There is a certain charm in this, particularly when she is writing about animals (lots of them here: sparrows, dogs, goats, deer, crows, but none, thank goodness, dwelt on to the extent of the aforementioned cats). Such detachment enables her to cherish small details without seeming overly sentimental.
But in stories dealing with people, this approach can sound at times like an unwitting parody of a social worker's field notes. Indeed, one story, "The Mother of the Child in Question," is about a social worker's visit to an immigrant household.
Another, "D.H.S.S." (Department of Health and Social Services), portrays a destitute young woman's resentment, not only against official relief, but also against the spontaneous efforts of two well-meaning people who are moved by her plight.
Most of the pieces are short - many no more than "sketches" of scenes that will be familiar to almost anyone who knows London and, perhaps, to anyone with a feel for city life anywhere. "Romance 1988" listens in on two sisters having a risque conversation at Heathrow Airport.
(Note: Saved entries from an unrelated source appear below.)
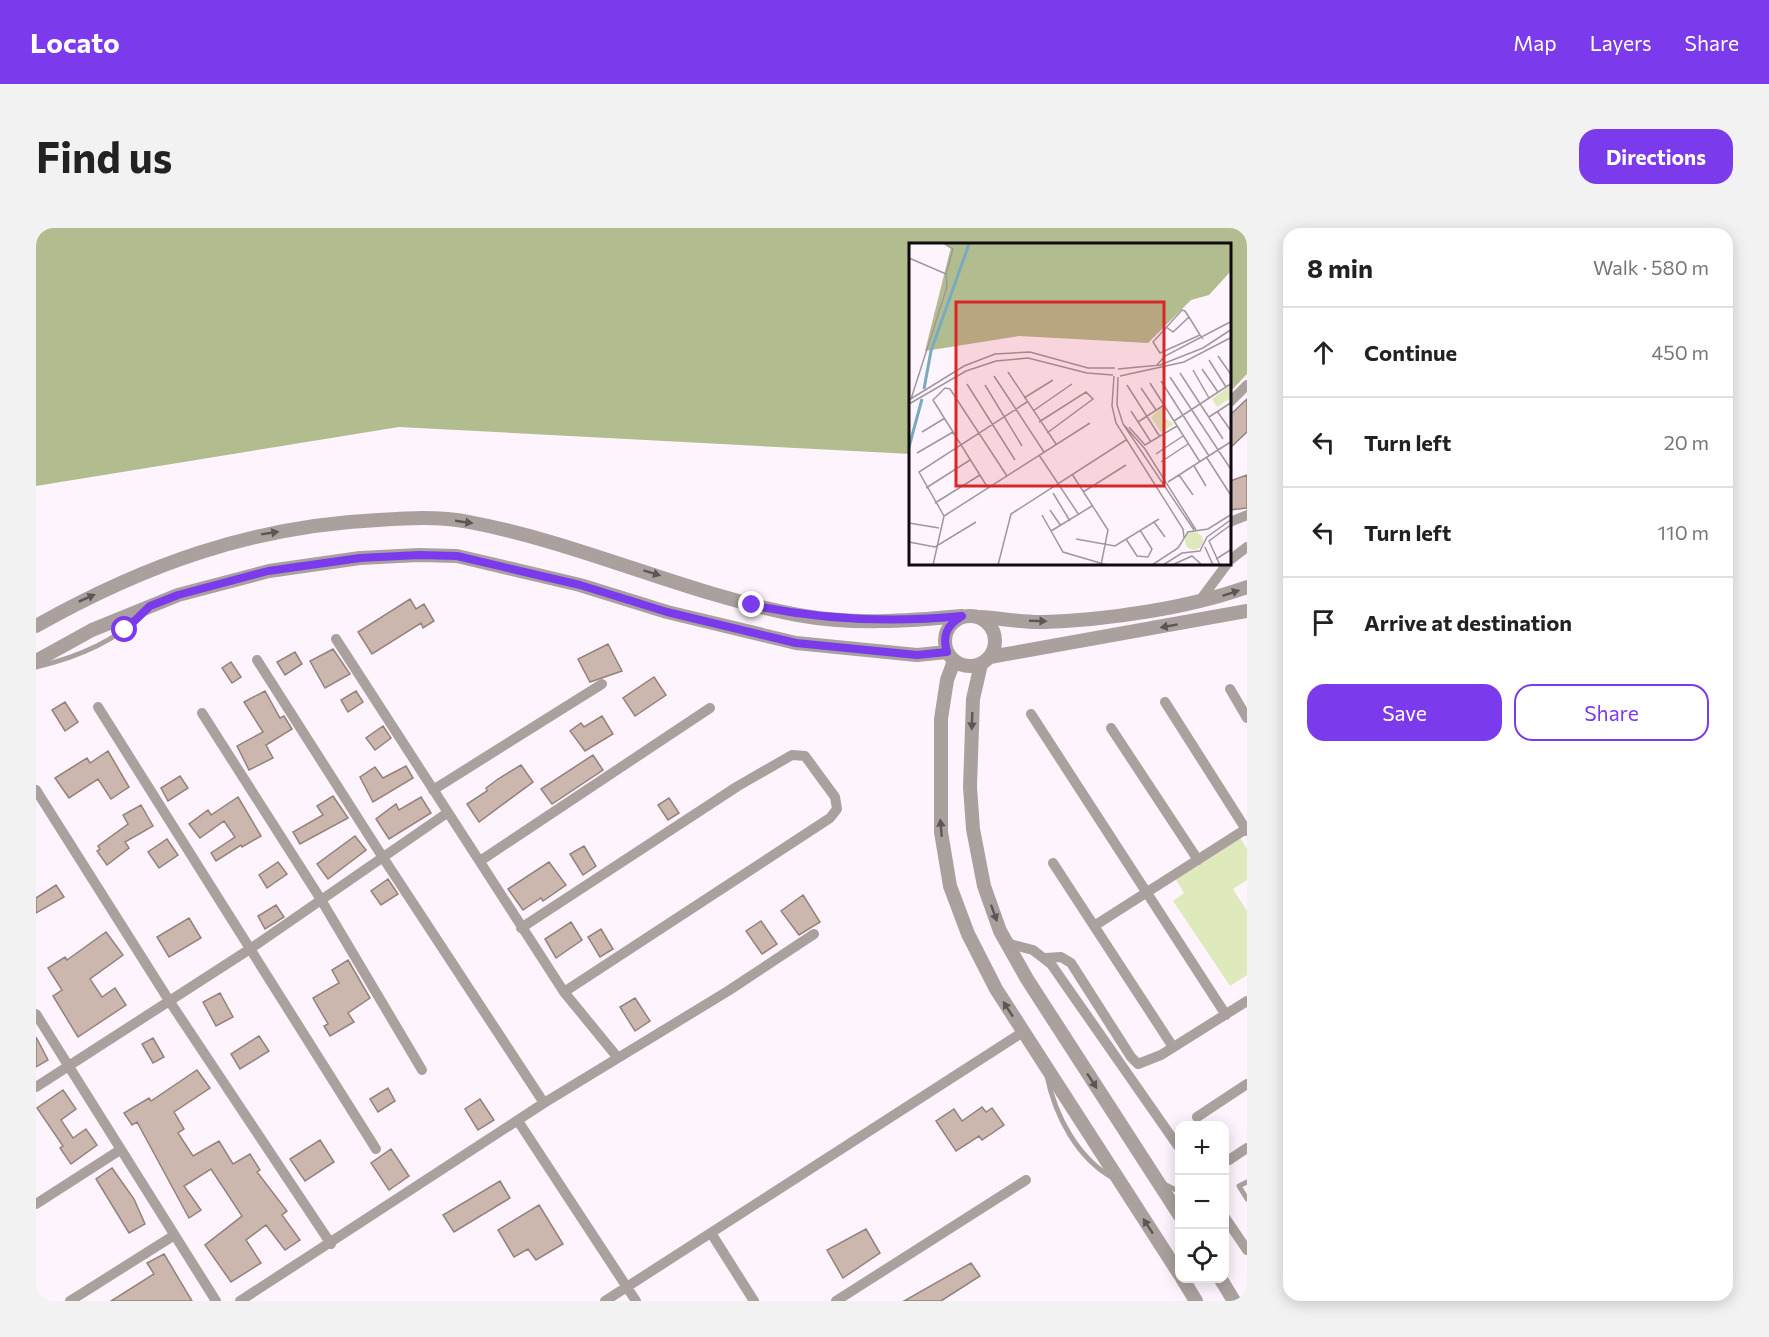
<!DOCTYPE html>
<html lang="en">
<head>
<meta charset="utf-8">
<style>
	:root { --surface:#fff; --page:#f2f2f2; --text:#222; --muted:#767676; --line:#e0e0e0; --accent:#7c3aed }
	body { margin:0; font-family:Commissioner,sans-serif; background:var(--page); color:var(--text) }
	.controls { position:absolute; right:18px; bottom:18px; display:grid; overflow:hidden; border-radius:12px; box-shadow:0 3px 15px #0003 }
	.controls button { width:54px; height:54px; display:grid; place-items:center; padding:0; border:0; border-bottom:2px solid var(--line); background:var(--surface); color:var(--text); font:30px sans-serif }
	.stop { position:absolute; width:18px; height:18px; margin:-14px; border:4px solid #7c3aed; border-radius:50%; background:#fff }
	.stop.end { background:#7c3aed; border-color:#fff; box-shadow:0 2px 6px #0008 }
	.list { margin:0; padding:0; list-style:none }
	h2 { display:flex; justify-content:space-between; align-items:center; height:78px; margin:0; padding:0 24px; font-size:26px }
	h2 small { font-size:20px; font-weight:400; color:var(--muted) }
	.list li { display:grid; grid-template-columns:39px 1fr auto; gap:18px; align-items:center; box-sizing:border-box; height:90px; padding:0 24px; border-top:2px solid var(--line) }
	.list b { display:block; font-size:22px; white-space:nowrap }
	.list em { font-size:20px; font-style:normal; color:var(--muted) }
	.actions { display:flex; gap:12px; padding:18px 24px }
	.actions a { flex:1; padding:14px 0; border:2px solid var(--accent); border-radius:18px; text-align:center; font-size:21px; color:var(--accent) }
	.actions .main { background:var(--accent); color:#fff }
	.icon { flex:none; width:33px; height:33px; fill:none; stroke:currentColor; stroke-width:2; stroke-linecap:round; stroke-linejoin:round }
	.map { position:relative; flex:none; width:1211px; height:1073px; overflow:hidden; border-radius:18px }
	header { display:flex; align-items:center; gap:36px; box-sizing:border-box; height:84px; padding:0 30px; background:var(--accent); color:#fff }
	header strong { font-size:28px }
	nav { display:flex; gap:33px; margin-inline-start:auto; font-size:21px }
	.intro { display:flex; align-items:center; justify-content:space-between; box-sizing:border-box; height:144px; padding:0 36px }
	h1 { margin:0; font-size:42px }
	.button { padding:15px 27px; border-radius:18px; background:var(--accent); color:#fff; font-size:21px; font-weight:700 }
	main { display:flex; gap:36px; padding:0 36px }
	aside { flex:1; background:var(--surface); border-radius:18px; box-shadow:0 3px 15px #0003 }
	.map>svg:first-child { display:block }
	.green { fill:#dfeabc }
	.forest { fill:#b2bd8f }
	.building { fill:#ccb7af; stroke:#95817a; stroke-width:1.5 }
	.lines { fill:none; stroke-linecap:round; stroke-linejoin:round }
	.service { stroke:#aaa19e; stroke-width:5 }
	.minor { stroke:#aaa19e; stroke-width:10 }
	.tertiary { stroke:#aaa19e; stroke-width:14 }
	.oneway { fill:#5d5657 }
	.route { stroke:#7c3aed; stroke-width:8 }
	.inset-river { fill:none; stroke:#79aac2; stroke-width:3 }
	.inset-road { fill:none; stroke:#9f979e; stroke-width:1.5 }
	.view { fill:#d62828; fill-opacity:0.15; stroke:#d62828; stroke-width:3 }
	.inset-edge { fill:none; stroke:#100b10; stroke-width:3 }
</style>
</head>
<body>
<header>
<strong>Locato</strong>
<nav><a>Map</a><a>Layers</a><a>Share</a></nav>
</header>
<div class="intro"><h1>Find us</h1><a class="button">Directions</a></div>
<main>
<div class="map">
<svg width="1211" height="1073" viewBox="0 0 1211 1073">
	<rect width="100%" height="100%" fill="#fef4fd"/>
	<path class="green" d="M1203 608 1211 621V652L1197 661 1211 683V747L1194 758 1137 673 1148 665 1139 650Z"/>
	<path class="forest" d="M0 0H1211V146L1195 163 1194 16H875V226L363 199 0 258Z"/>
	<path class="building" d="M1211 171V204L1194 220V187Z
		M1211 247V280L1194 282V253Z
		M374 371 380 381 388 376 398 393 387 400 385 395 336 426 322 404Z
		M572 416 586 443 554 454 542 431Z
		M297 421 314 446 289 460 274 433Z
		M259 424 266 436 249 447 241 434Z
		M195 434 205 449 196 455 186 440Z
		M618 449 630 467 599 488 587 470Z
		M229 463 244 490 248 488 256 501 230 517 237 530 213 542 201 518 227 504 208 474Z
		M320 463 327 474 312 484 305 472Z
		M29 474 42 494 29 503 16 482Z
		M566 488 577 506 549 523 534 503 545 495 548 499Z
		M347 498 355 510 339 522 330 510Z
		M72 523 93 559 75 571 62 551 33 570 19 550 51 530 54 535Z
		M557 527 567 542 516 576 505 561Z
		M485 537 497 554 443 594 431 576 451 563 450 560 462 551Z
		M370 538 377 550 337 574 324 549 339 539 347 550Z
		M144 548 152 560 132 573 125 560Z
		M297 568 312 590 264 616 257 604 287 587 281 578Z
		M202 569 225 608 206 619 205 617 180 633 175 625 199 609 188 593 164 610 153 596 172 582 175 587Z
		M385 569 395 585 353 611 340 591 360 576 363 582Z
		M633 570 643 585 632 592 622 577Z
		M105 577 117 598 89 614 93 620 71 637 61 623 64 621 62 618 92 596 87 587Z
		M319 608 330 622 292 651 281 636Z
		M131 611 142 627 123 640 112 624Z
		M548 618 560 638 547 647 534 626Z
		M242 634 251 646 231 660 223 647Z
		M513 634 530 657 507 673 505 670 487 682 472 661Z
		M352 651 362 666 345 677 335 663Z
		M20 657 28 669 0 685V670Z
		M767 667 784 694 763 707 745 683Z
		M240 677 248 689 229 701 222 688Z
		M153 690 165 710 133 729 121 709Z
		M725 693 741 716 726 726 710 703Z
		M535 694 546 712 520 730 509 711Z
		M565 701 577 721 564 729 552 709Z
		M70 704 87 727 54 751 66 769 79 760 90 777 42 809 17 768 26 762 12 740 29 729 31 732Z
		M312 732 334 770 312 785 318 794 294 808 288 798 292 796 277 770 303 755 296 742Z
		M184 765 197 789 180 798 167 774Z
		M599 770 614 793 599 803 584 779Z
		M223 808 233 823 204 841 195 826Z
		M0 809 12 832 0 839Z
		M117 810 128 829 117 835 106 816Z
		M161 842 174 860 138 884 148 901 142 905 157 928 183 913 197 936 214 926 224 942 221 944 251 983 246 987 264 1012 249 1022 230 997 210 1012 225 1035 195 1054 169 1017 206 988 175 941 148 958 165 982 153 990 101 894 96 897 88 885 113 870 115 873Z
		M352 860 359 873 342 884 334 871Z
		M27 862 40 881 25 892 37 910 50 901 61 917 35 936 24 920 27 918 1 880Z
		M444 871 458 892 442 902 429 881Z
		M946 879 950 884 956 880 968 897 946 912 943 908 920 923 900 893 918 881 926 893Z
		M284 912 298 934 269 953 254 931Z
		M355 921 373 948 353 962 335 935Z
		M76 940 98 971 109 996 93 1005 60 951Z
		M464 953 474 970 418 1004 407 987Z
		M503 977 527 1016 500 1032 492 1021 478 1029 462 1002Z
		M830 1001 844 1025 807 1050 791 1022Z
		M128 1026 156 1073H75L118 1046 111 1035Z
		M935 1035 944 1048 905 1073H868Z"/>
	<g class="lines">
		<path class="service" d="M0 439C39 430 78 414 107 386
			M1011 848C1019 887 1041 930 1077 950
			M1211 954 1203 958 1211 971
			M1128 956 1144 964
			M1188 1039V1049"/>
		<path class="minor" d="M1194 174 1211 157
			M1194 294 1211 287
			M1194 332 1211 319
			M1165 371 1191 336
			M300 411 528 764 582 830
			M221 432 346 628 508 875
			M1194 461 1211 490
			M1129 474 1211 603
			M62 479 340 921
			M166 485 284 670 386 842
			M995 486 1190 787
			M1075 500 1162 632
			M0 562 134 774 295 1016
			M397 562 566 456
			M444 633 674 480
			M1017 635 1137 819
			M1058 698 1210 601
			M485 700 702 558 756 527 769 528 799 569 801 581 794 590 528 764
			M970 715 997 722 1015 736 1144 921
			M1009 730 1025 729 1035 735 1095 829 1102 836 1125 827 1211 773
			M0 786 180 1073
			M0 859 214 721 411 585
			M1161 889 1211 856
			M482 893 600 1073
			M1193 932 1211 920
			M0 976 84 922
			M1188 988 1211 1022
			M675 1005 718 1073
			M34 1073 137 1008
			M204 1073 508 875 692 763 778 706
			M569 1073 987 804
			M800 1073 990 952"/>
		<path class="tertiary" d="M909 413a25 25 0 1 1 50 0a25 25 0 1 1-50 0Z
			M944 389C965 390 987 395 1008 394 1071 392 1152 380 1211 359
			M0 398C108 337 216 298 342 292 372 290 403 288 433 294 545 315 650 366 762 387 816 397 872 393 926 388
			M954 429 1211 383
			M0 433 56 402 142 367 233 343 324 330 383 327 421 328 544 357 631 384 760 415 881 427 911 424
			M918 433 911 452 905 491V604L914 658 932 706 960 761 1144 1047
			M945 436 937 471 934 559 937 601 948 658 964 703 991 751 1144 988
			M1146 1050 1160 1073
			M1184 1050 1198 1073"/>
	</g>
	<defs><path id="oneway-solid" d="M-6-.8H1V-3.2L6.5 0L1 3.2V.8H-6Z" transform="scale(1.5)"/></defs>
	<g class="oneway">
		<use href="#oneway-solid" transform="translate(428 294) rotate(8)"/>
		<use href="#oneway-solid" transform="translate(234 305) rotate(-9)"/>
		<use href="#oneway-solid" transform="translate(616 345) rotate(17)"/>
		<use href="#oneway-solid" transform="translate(1195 365) rotate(-18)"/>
		<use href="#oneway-solid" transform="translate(51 370) rotate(-24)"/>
		<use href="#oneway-solid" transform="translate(1002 393) rotate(2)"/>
		<use href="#oneway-solid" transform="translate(1133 398) rotate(170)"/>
		<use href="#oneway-solid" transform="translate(936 493) rotate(92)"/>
		<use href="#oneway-solid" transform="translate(905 600) rotate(-95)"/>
		<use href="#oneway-solid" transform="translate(958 685) rotate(70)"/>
		<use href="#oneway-solid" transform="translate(972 781) rotate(-123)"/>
		<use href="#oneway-solid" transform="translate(1056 853) rotate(57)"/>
		<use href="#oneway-solid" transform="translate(1112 998) rotate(-123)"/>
	</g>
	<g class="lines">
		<path class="route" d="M89 402 114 378 142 367 232 343 324 330 383 327 421 328 544 357 631 384 760 415 881 427 911 424C906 407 911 397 926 388 854 395 786 392 716 377"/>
	</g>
	<g transform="translate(873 15)">
		<rect width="322" height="322" fill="#fef4fd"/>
		<path d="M322 142V155L308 164 303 156ZM254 163 257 169 253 173 265 181 252 189 242 174ZM276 298a9 9 0 1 1 18 0a9 9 0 1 1-18 0Z" fill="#dfeabc"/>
		<path d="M38 1H322V28L300 52 282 57 239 100 110 93 16 108 42 4Z" fill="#b2bd8f"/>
		<path class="inset-river" d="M15 146 22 108 60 1M0 204 13 156"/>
		<path class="inset-road" d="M0 15 37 31 44 6 36 1M257 84 264 89 280 74M291 92 251 110 244 99 273 67 276 68 280 74 291 92 294 96M309 113 323 133M300 117 317 144M247 123 256 113 323 78M209 126 251 122 294 105 323 86M293 126 309 149M284 127 300 155M99 129 147 201M271 130 314 196M85 133 135 209M205 133 203 163 207 180 274 286 275 295M211 133 275 119 323 94M209 134 208 162 214 181 285 287M261 134 323 228M252 138 300 213M241 140 291 219M58 141 106 217M76 142 113 203M218 142 251 194M232 145 247 167M115 155 144 137M2 156 38 44 37 31M0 157 55 123 86 111 121 109 179 125H206M0 161 57 128 87 118 119 115 178 130 204 132M124 168 163 141M222 168 242 199M308 168 322 188M300 174 323 159M265 178 323 140M130 179 177 149 184 156 138 190M229 179 255 162M215 182 236 206 287 287M220 184 236 202 268 183M13 189 36 175M8 210 44 189M247 211 274 193M130 212 170 272M298 215 321 251M252 219 279 201M285 223 297 243M163 231 199 287 192 322M270 232 284 252M259 239 323 198M17 245 61 217M79 245 24 157 36 145 41 146 98 233M174 249 217 222M144 250 161 278M26 260 71 232M141 267 152 283M133 272 154 309 198 322M35 273 10 229 118 159M245 279 256 294M0 280 30 285M142 288 183 263M167 296 206 303 250 276M217 296 228 313 239 314 243 306 231 287M0 299 26 304 67 279M296 304 304 322M307 316 323 306M24 322 35 273 181 180M89 322 102 271 217 197M243 322 269 305 279 289 299 286 323 271M254 322 273 310 291 308 298 294 323 276M263 322 283 313 293 322M311 322 300 298 323 281"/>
		<path class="view" d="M47 59H255V243H47Z"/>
		<rect width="322" height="322" class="inset-edge"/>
	</g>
</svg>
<div class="controls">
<button>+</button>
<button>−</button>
<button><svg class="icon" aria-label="locate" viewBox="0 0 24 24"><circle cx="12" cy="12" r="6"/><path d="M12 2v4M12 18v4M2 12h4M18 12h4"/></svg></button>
</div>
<div class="stop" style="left:89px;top:402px"></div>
<div class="stop end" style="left:716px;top:377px"></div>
</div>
<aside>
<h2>8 min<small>Walk · 580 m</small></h2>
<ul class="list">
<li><svg class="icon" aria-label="ahead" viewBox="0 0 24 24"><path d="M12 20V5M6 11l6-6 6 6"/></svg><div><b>Continue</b></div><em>450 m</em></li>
<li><svg class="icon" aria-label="left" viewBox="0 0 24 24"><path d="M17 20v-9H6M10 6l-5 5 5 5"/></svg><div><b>Turn left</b></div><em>20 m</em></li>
<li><svg class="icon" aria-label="left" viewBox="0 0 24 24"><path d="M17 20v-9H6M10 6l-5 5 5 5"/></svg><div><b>Turn left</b></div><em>110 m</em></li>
<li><svg class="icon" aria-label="arrive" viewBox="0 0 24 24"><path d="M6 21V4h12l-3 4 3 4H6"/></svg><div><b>Arrive at destination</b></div></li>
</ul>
<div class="actions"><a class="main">Save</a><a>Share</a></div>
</aside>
</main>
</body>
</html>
"The New Cafe" surveys the comings and goings of patrons at a neighborhood eatery. "Two Old Women and a Young One" looks in on a restaurant frequented by people from the book trade.
"Pleasures of the Park" portrays the activities of animals whose lives go on in full view of the human beings who stroll by their enclosure.
"Principles" is a partly predictable look at the frustration of a very British sort of traffic jam caused by two equally stubborn drivers on a narrow, hedge-lined country road.
And a ride on the London subway furnishes the material for "A Defence of the Underground" with its rowdy youths, resigned commuters, colorful foreigners, poetry-bearing posters, and - noted with special delight on one trip - three readers avidly devouring great literature: "The Iliad," "Moby Dick," and "Wuthering Heights" no less!
Some stories tackle more ambitious subjects.
In "The Pit," a divorced woman receives an ego-gratifying invitation from her former husband to join him on a walking tour. Sarah and James had once seemed a perfect couple, alike in tastes, temperaments, and blond good looks.
Then, unaccountably - as if drawn by a compulsion beyond his conscious choice - he left her to marry the vibrant, dark, demanding Rose, a European refugee whom Sarah regards as "female in a basic gutter way that every decent woman in the world hates."
But what Sarah feels for Rose is not so much hatred as a sense of their oppositeness. As she contemplates the situation, foreseeing the elaborate minuet of moves and countermoves that the proposed "walking tour" will precipitate, she attains a level of insight that enables her to avoid falling into the pit.
The continuing attraction some people feel for their former spouses is also the theme of the title story, in which Jody, an American woman engaged to an Englishman, reacts viscerally against the oh-so-civilized, chummy relationship he maintains with his ex-wife.
Jody's antipathy for this attitude is contrasted with the outlook of her male counterpart, an Englishman who plans to wed the ex-wife of Jody's fiance and cannot see anything wrong with being "civilized." But is it civility or merely a mask for unfinished feelings? This is the question Lessing poses.
Curiously, these two stories - the most interesting and complex in the collection - are among the coolest in emotional temperature: More warmth is found in Lessing's defense of the underground or her sympathy for the woman who feeds a baby bird in "Sparrows."
Viewed as a kind of literary photo album, a tribute to what she calls the living theater of London, these stories have a workmanlike, documentary value. But they fall short of the passion, invention, and intellectual depth that distinguish her best work.